High-opacity inks, such as bleed-resistant whites, offer an entirely different set of parameters to consider: printability, flashing characteristics, curing parameters, and cured opacity. Working with these formulations can be a tough proposition for smaller shops, especially those that do not properly test the white inks that they use. In most cases, a lack of testing for best practices when using these inks results in excessively thick ink films that retain a poor hand, a loss of detail, and poor cure rates due to the excessive thickness of the printed design. I find this scenario to be more prevalent with printers who attempt to print on 100%-polyester specialty fabrics. They lay down excessively thick ink films in hopes of avoiding dye migration and sublimation, both of which occur more and more frequently thanks to the cheaper polyester dyes that are produced in Asian countries.

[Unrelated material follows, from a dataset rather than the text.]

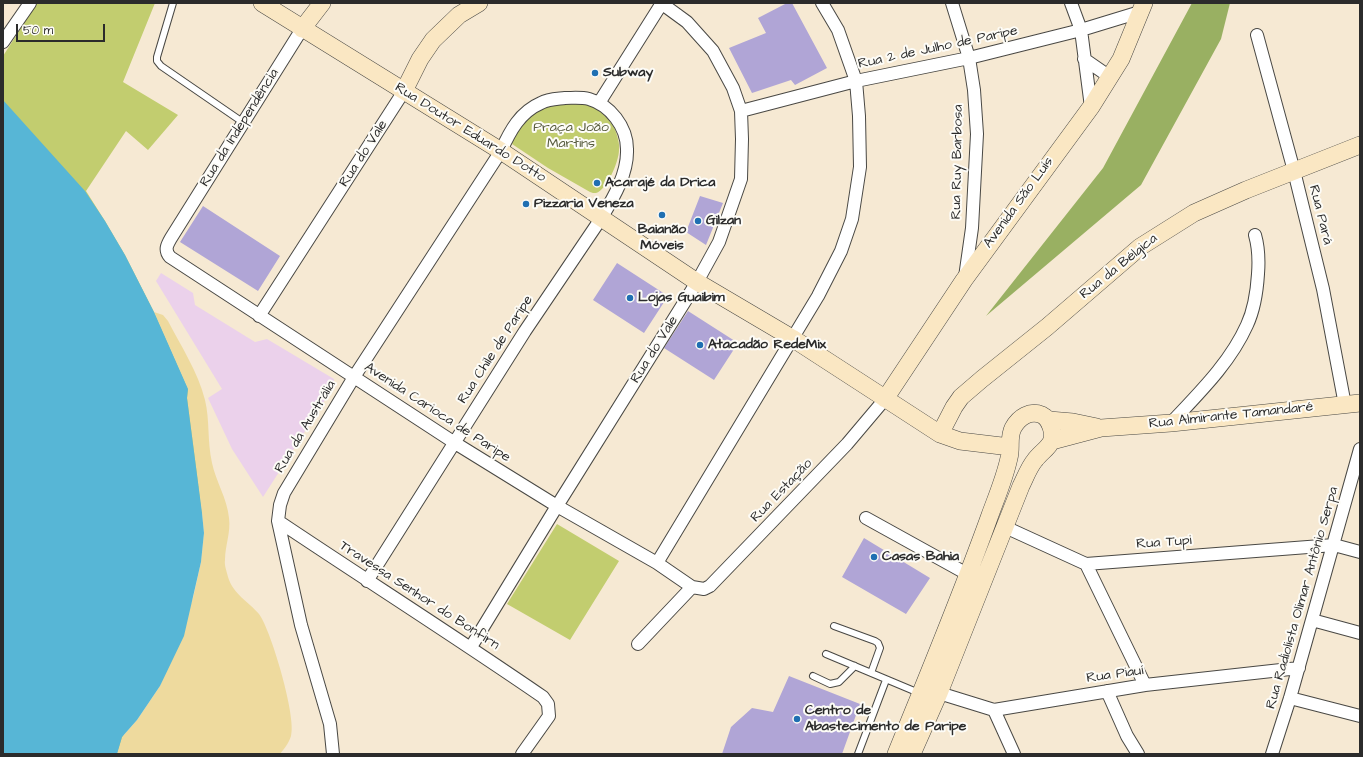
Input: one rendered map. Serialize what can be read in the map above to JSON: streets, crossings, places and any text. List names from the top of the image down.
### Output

Smaller shops have to keep in mind that their (typically) smaller dryers are only capable of curing ink films up to a certain thickness. Past that point, you won’t be able to cure the entire ink film. The result is not only potential bleeding on polyester fabrics, but also poor washability on any fabric. Therefore, you need to determine your proper printing, flashing, and curing parameters for the mesh you use in your shop and standardize that particular mesh count for those applications. I chose in my facility to minimize my mesh counts and mesh inventory and primarily only use 110-, 155-, 200- and 305-thread/in. mesh counts. I can address virtually any application that most customers desire.